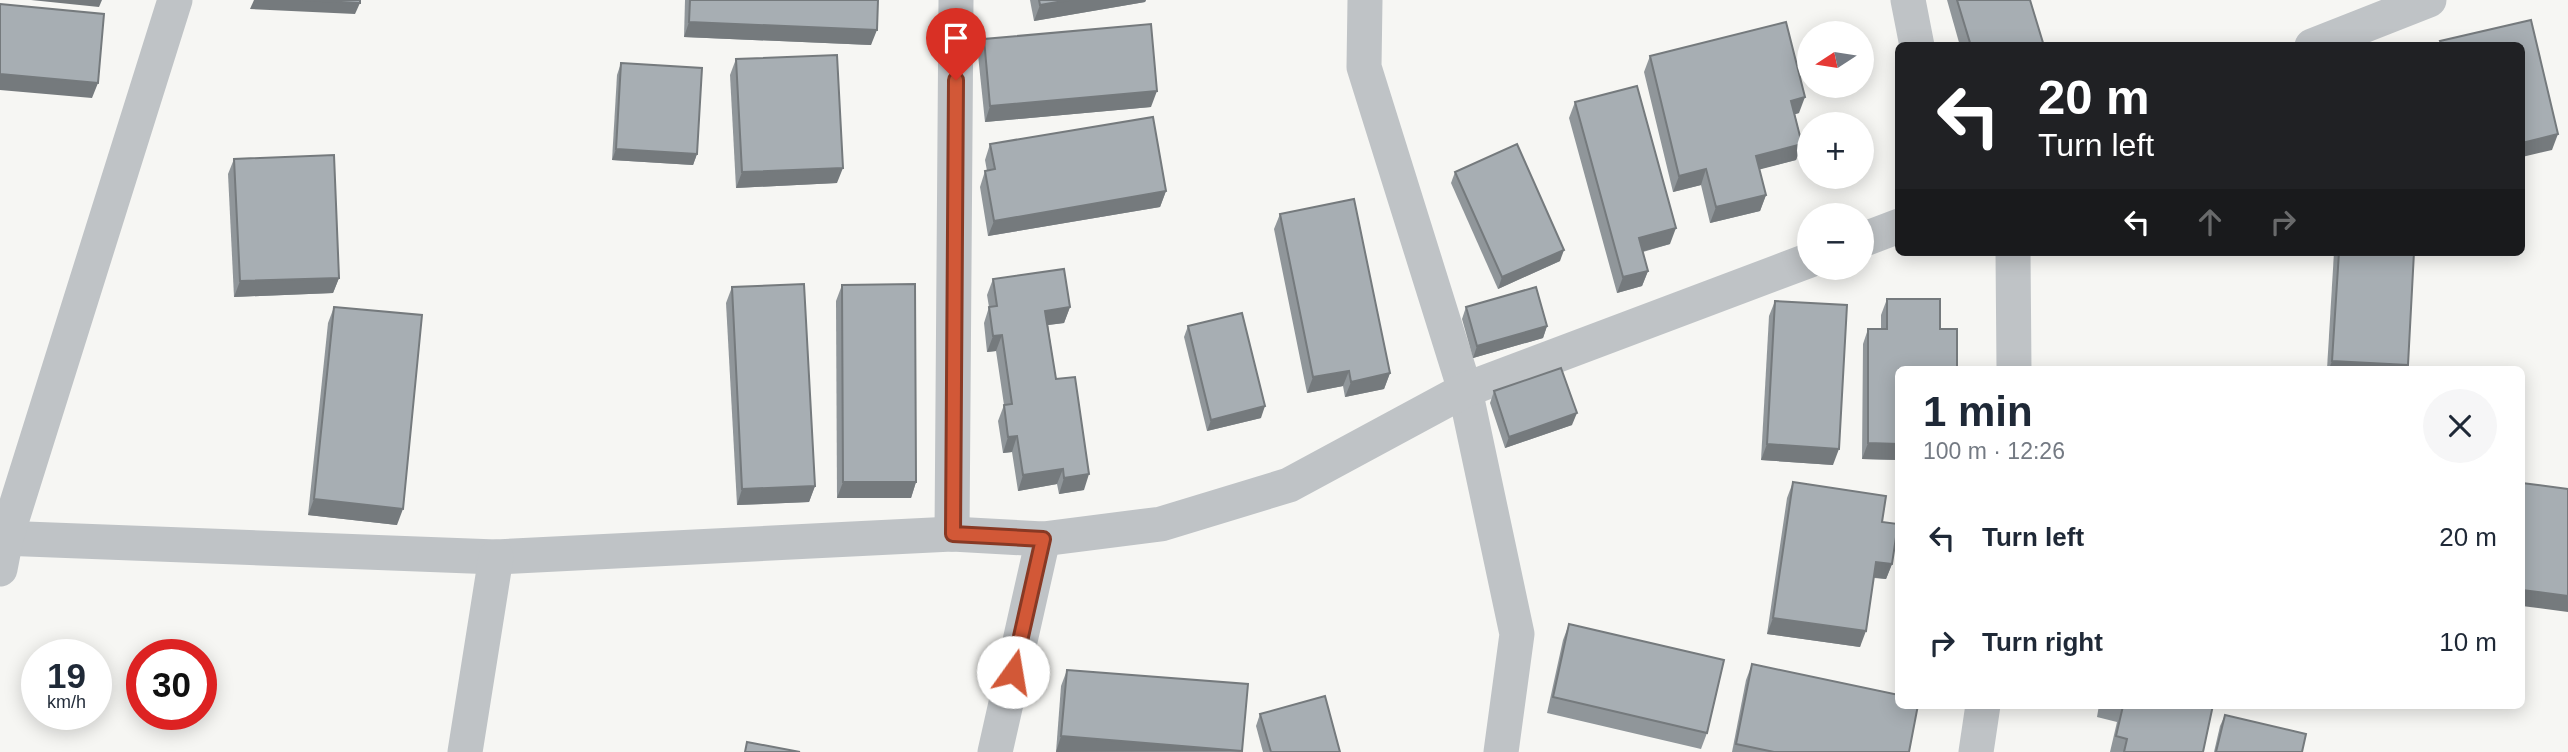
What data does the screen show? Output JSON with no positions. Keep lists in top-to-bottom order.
{
  "north": "left",
  "page": {
    "map_buttons": ["+", "−"],
    "turn": ["20 m", "Turn left"],
    "heading": ["1 min", "100 m · 12:26"],
    "list": [
      {
        "name": "Turn left",
        "value": "20 m"
      },
      {
        "name": "Turn right",
        "value": "10 m"
      }
    ],
    "speed": "19 km/h",
    "limit": "30"
  }
}
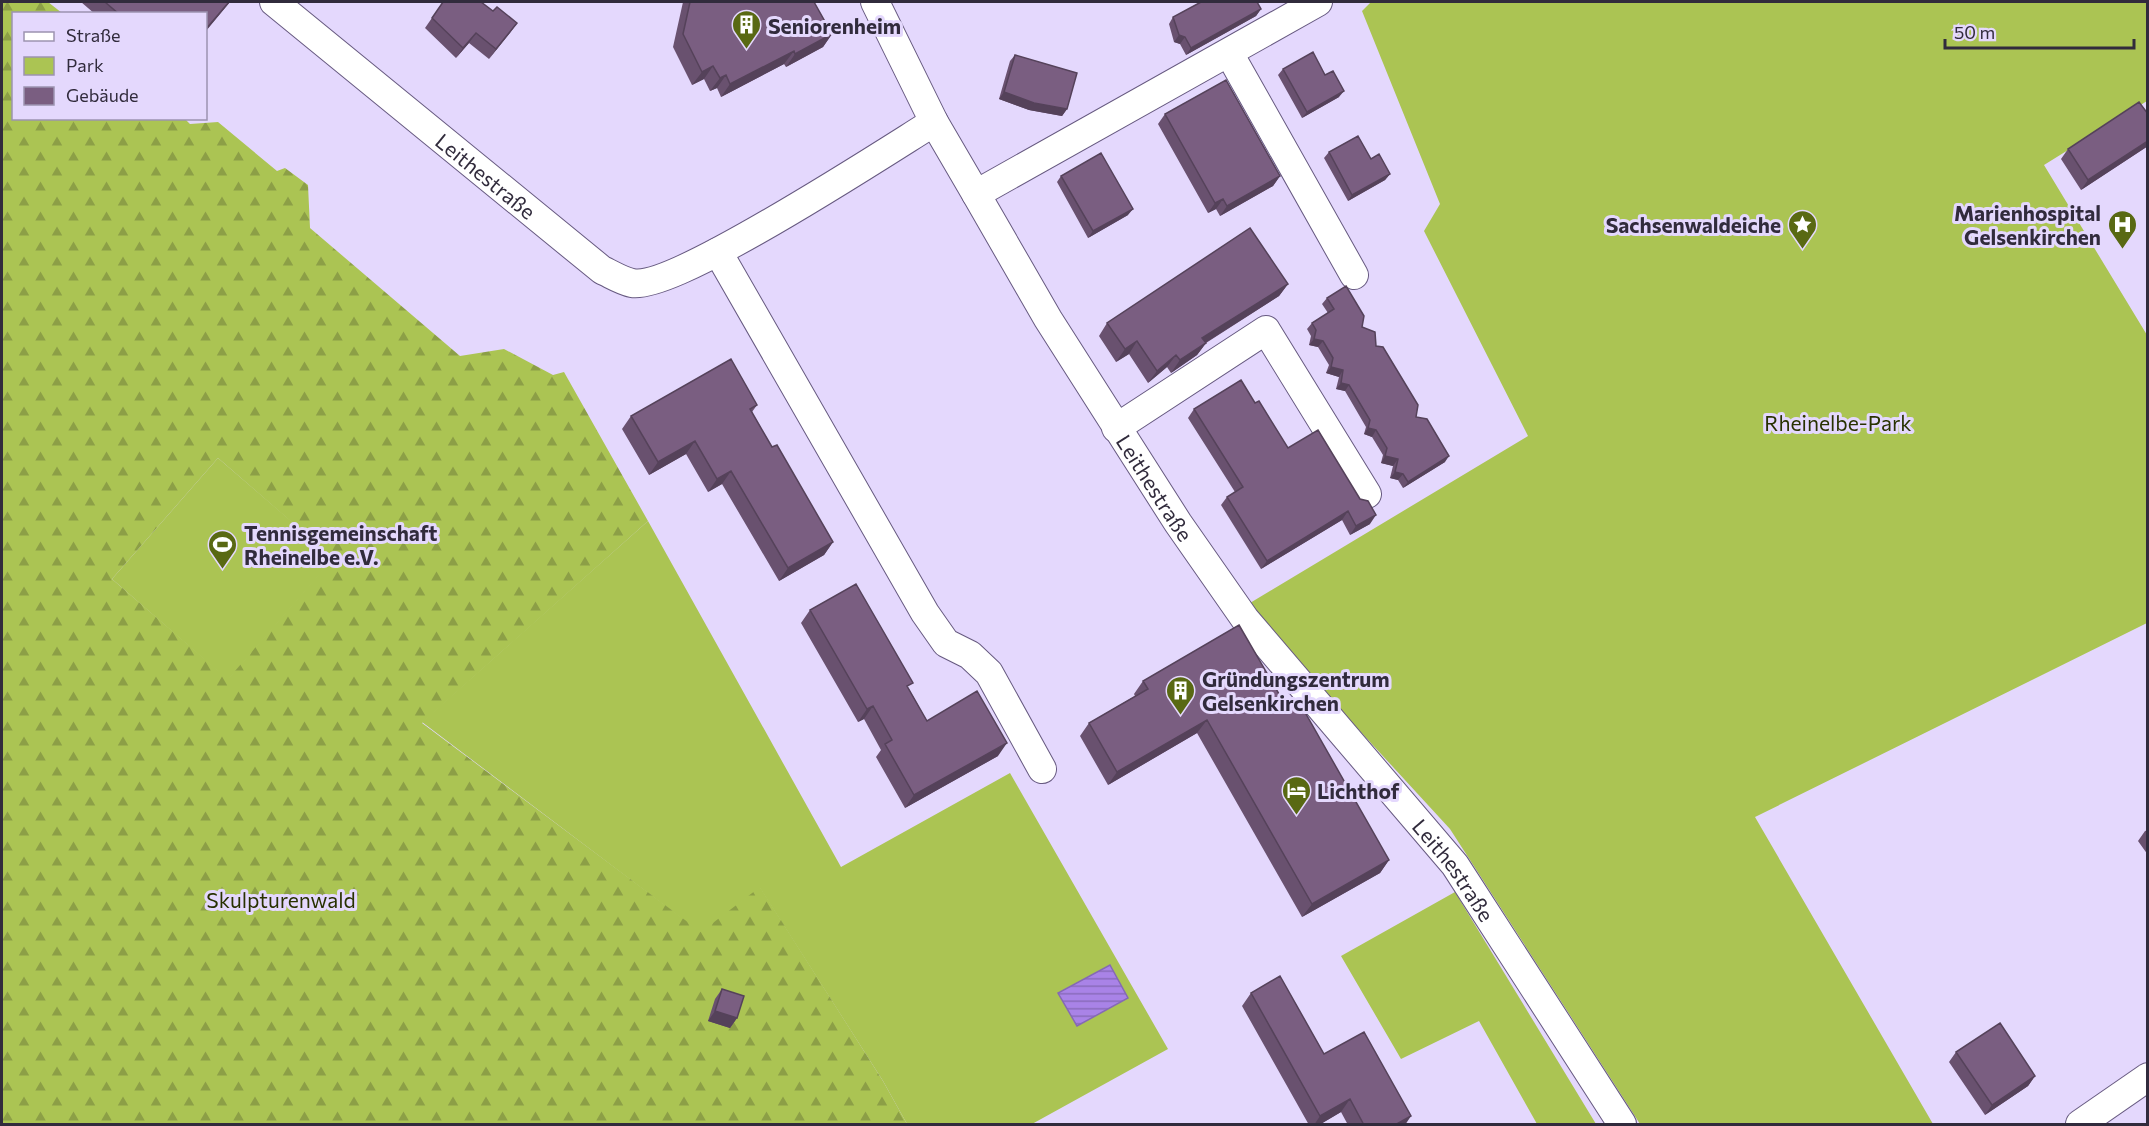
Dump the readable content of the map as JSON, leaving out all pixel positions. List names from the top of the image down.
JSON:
{
  "streets": {
    "street": ["Leithestraße"]
  },
  "parks": ["Rheinelbe-Park", "Skulpturenwald"],
  "places": {
    "building": ["Seniorenheim", "Gründungszentrum Gelsenkirchen"],
    "place": ["Sachsenwaldeiche"],
    "hospital": ["Marienhospital Gelsenkirchen"],
    "sports": ["Tennisgemeinschaft Rheinelbe e.V."],
    "hotel": ["Lichthof"]
  },
  "legend": ["Straße", "Park", "Gebäude"],
  "scale_bar": "50 m"
}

=-=-=

### WORK ORDER:
The result should be a precise copy of all the entries, free of pictures.

### OUTPUT BELOW:
What data does the screen show? Output JSON with no positions. Keep lists in top-to-bottom order.
{
  "north": "left",
  "page": {
    "map_buttons": ["+", "−"],
    "turn": ["20 m", "Turn left"],
    "heading": ["1 min", "100 m · 12:26"],
    "list": [
      {
        "name": "Turn left",
        "value": "20 m"
      },
      {
        "name": "Turn right",
        "value": "10 m"
      }
    ],
    "speed": "19 km/h",
    "limit": "30"
  }
}
Dump the readable content of the map as JSON, leaving out all pixel positions. List names from the top of the image down.
JSON:
{
  "streets": {
    "street": ["Leithestraße"]
  },
  "parks": ["Rheinelbe-Park", "Skulpturenwald"],
  "places": {
    "building": ["Seniorenheim", "Gründungszentrum Gelsenkirchen"],
    "place": ["Sachsenwaldeiche"],
    "hospital": ["Marienhospital Gelsenkirchen"],
    "sports": ["Tennisgemeinschaft Rheinelbe e.V."],
    "hotel": ["Lichthof"]
  },
  "legend": ["Straße", "Park", "Gebäude"],
  "scale_bar": "50 m"
}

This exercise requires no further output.